Joe Bradley's Human Form at Canada Gallery. Installation view.

I can’t seem to get off the Joe Bradley fence. Are these paintings funny (in the haha art way*) or are they just not very good? I wasn’t impressed when I saw the work in person last Friday at CANADA, but I tend to change my mind about Bradley’s work after sitting with it a while. Perhaps I need to visit Gavin Brown to see his concurrent show of abstractions at Gavin Brown to really understand the work. Still, right now, I’m thinking the painting’s probably aren’t very good but with a little less certainty than I had last weekend.

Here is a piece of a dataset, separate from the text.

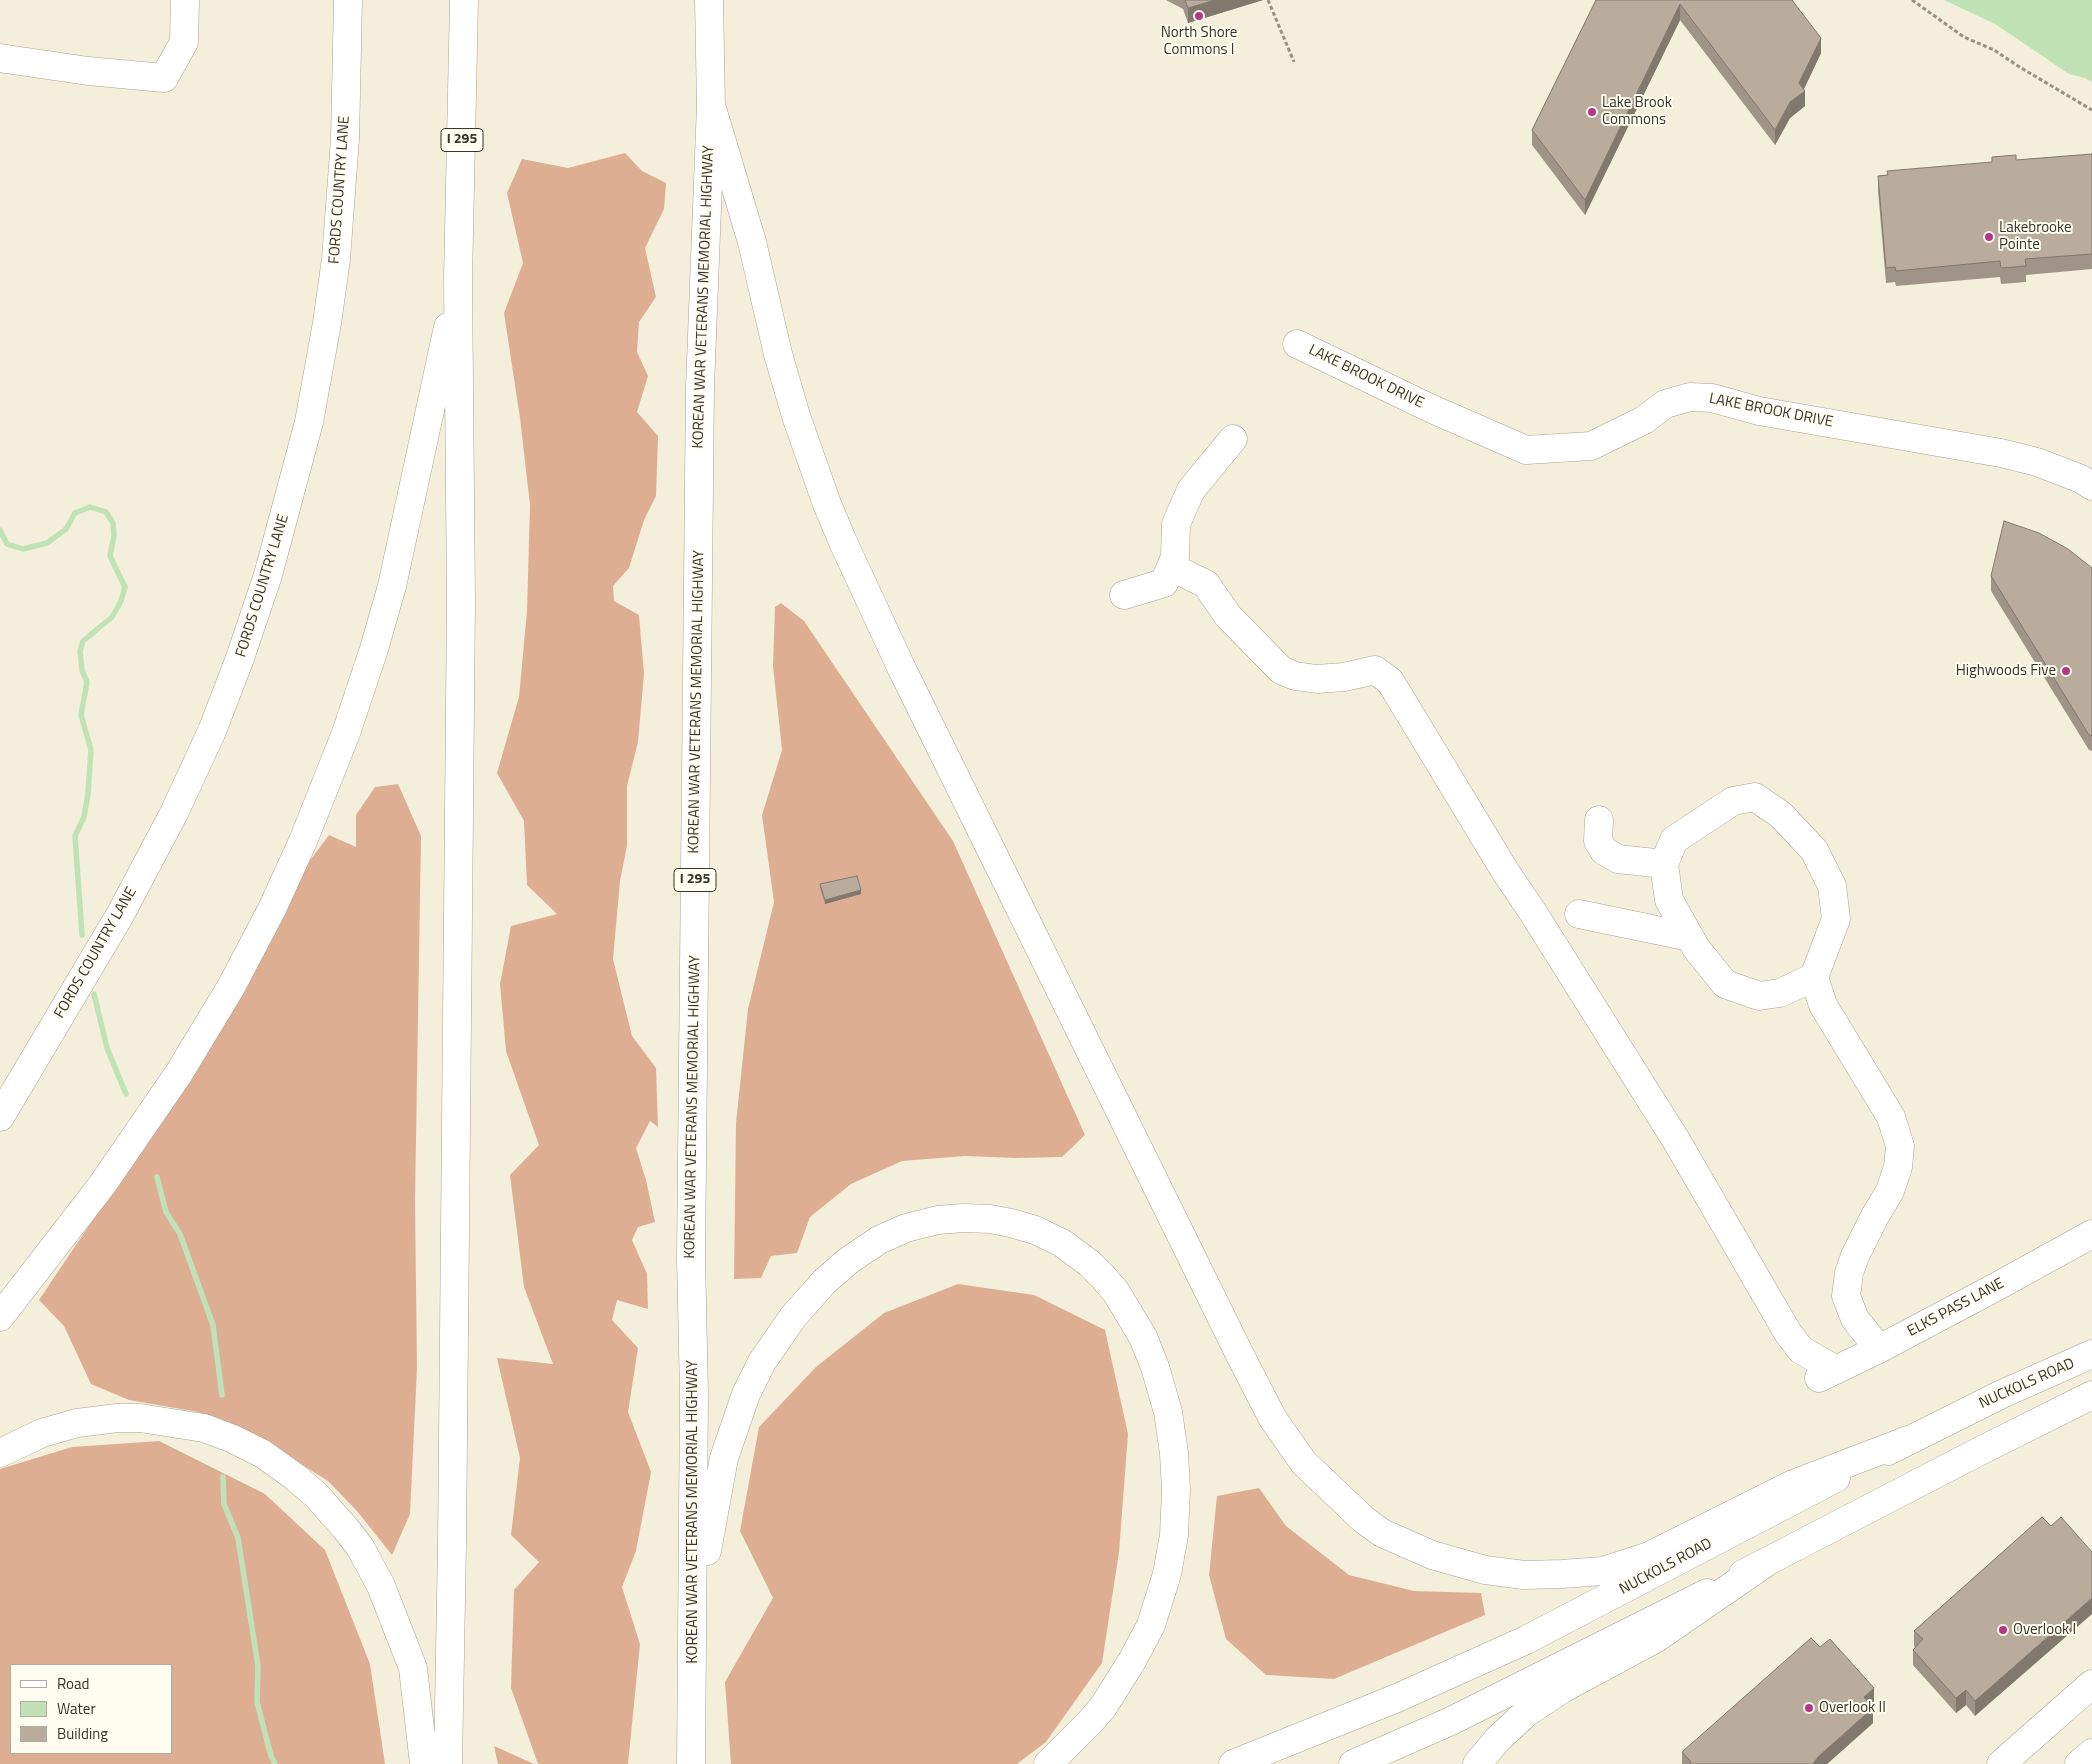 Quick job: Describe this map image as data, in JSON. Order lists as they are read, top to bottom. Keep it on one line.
{"streets":{"main road":["I 295","FORDS COUNTRY LANE","KOREAN WAR VETERANS MEMORIAL HIGHWAY","LAKE BROOK DRIVE","ELKS PASS LANE","NUCKOLS ROAD"]},"places":["North Shore Commons I","Lake Brook Commons","Lakebrooke Pointe","Highwoods Five","Overlook I","Overlook II"],"legend":["Road","Water","Building"]}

*haha art way = a sensibility specific to the art world whereby the mildly absurd is interpreted as LOL funny.

Joe Bradley's Human Form at Canada Gallery. Installation view.

Joe Bradley's Human Form at Canada Gallery. Installation view.

*This post was updated to include a mention of Bradley concurrent solo show at Gavin Brown.

  • Julie

    A definite *meh* for me. Not bad, just not interesting.

  • http://giovannigf.wordpress.com/ GiovanniGF

    Awful! While his concurrent show at Gavin Brown was much more interesting.

    • Anonymous

      Looks like I have to see the show there now. I haven’t seen it yet.

  • Anonymous

    So *meh* I’m not even going to bother writing a whole

  • Greendogart

    both shows take slacker-art to whole new levels of boredom…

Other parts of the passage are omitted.